**ASSIGNMENT:**
An exact copy of every record below is needed, with all pictures removed.

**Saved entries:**

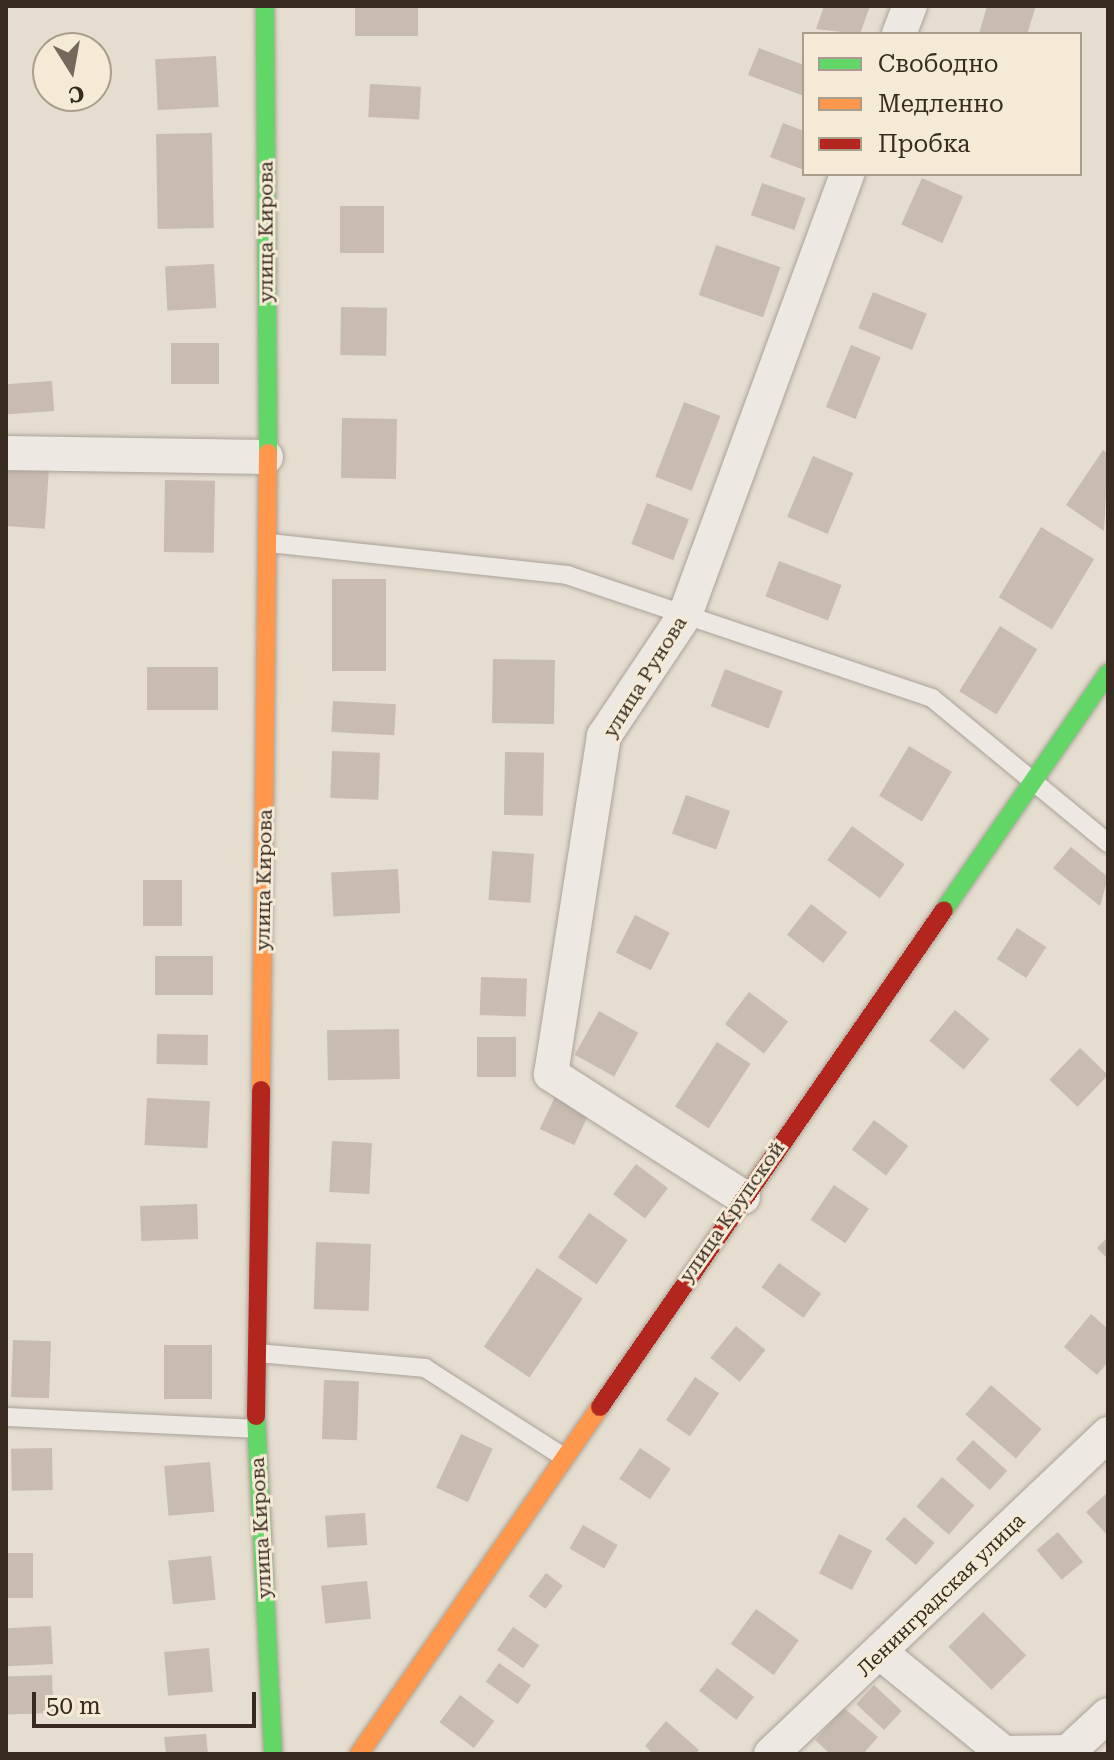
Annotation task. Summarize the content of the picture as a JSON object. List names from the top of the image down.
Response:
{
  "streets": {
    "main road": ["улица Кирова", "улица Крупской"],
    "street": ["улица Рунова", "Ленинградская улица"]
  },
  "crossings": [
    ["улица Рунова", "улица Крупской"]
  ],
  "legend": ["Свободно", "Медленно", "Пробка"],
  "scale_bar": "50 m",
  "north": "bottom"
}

**WRITTEN SOLUTION:**
Annotation task. Summarize the content of the picture as a JSON object. List names from the top of the image down.
Response:
{
  "streets": {
    "main road": ["улица Кирова", "улица Крупской"],
    "street": ["улица Рунова", "Ленинградская улица"]
  },
  "crossings": [
    ["улица Рунова", "улица Крупской"]
  ],
  "legend": ["Свободно", "Медленно", "Пробка"],
  "scale_bar": "50 m",
  "north": "bottom"
}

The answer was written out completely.